As he waited for scans – there were concerns that the main vein to his heart was bruised – he was unaware that Cumbria was at the epicentre of a national emergency.

The Injured Jockeys Fund’s almoner Karen Sharpe stayed with Quinlan throughout his ordeal and it was only later that the jockey realised the seriousness of the situation back home.

There was little he could do – apart from hope. Yet some respite did come the following morning when Quinlan was discharged from hospital and the flood waters had receded sufficiently so that his girlfriend, and her mother, could make their own escape.

There was further good news – the flood waters just failed to breach the stables where the Butterworth family keep their string of racehorses.

Their luck was fianlly turning and Quinlan says they were soon swamped with goodwill messages from friends and wellwishers.

In the past, he would have been exasperated at finishing second aboard Polarbrook yesterday, and picking up a two-day careless riding ban, after being beaten a head in a tight finish. Now he is far more phlegmatic.
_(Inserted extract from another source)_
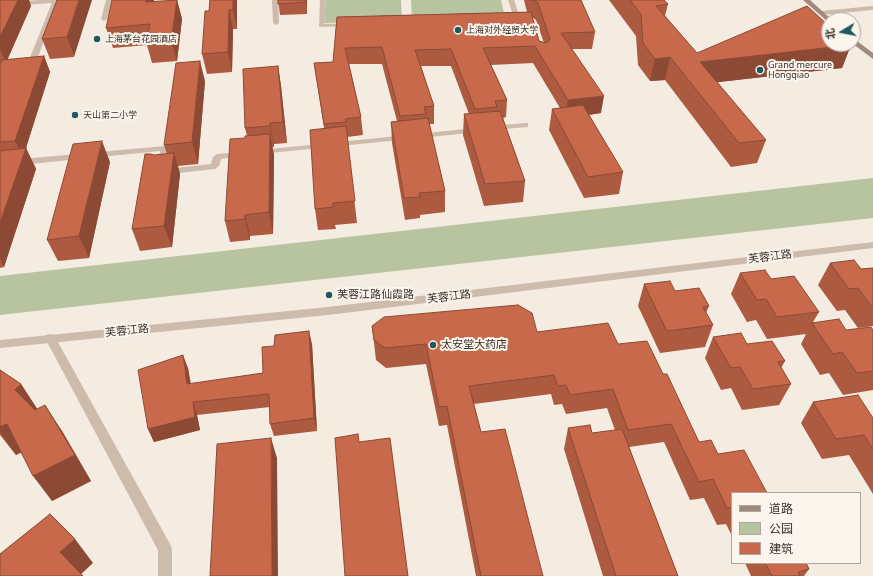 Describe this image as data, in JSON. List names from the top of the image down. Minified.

Born in County Tipperary, Quinlan has gradually accumulated winners since moving to Britain 10 years ago to work for Richard Phillips and Kim Bailey before moving northwards.

Despite being a much-respected horseman, he is looking for that special horse to take his career to new heights, though he is full of gratitude for the opportunities being provided by the Smiths and also his agent Bruce Jeffrey.

“Sue and Harvey, they’re always giving little tips on how to present a horse to a fence,” added Quinlan. “Their horses jump and gallop all day. They’re also very straight-forward people. They won’t say you’ve given a horse a good ride when you haven’t.

“If there are any spare rides going, Bruce is the first man on the case. He’s got me into Joanne Foster’s and some other yards. I just need to stay in one piece – and on dry land. Onwards and upwards.”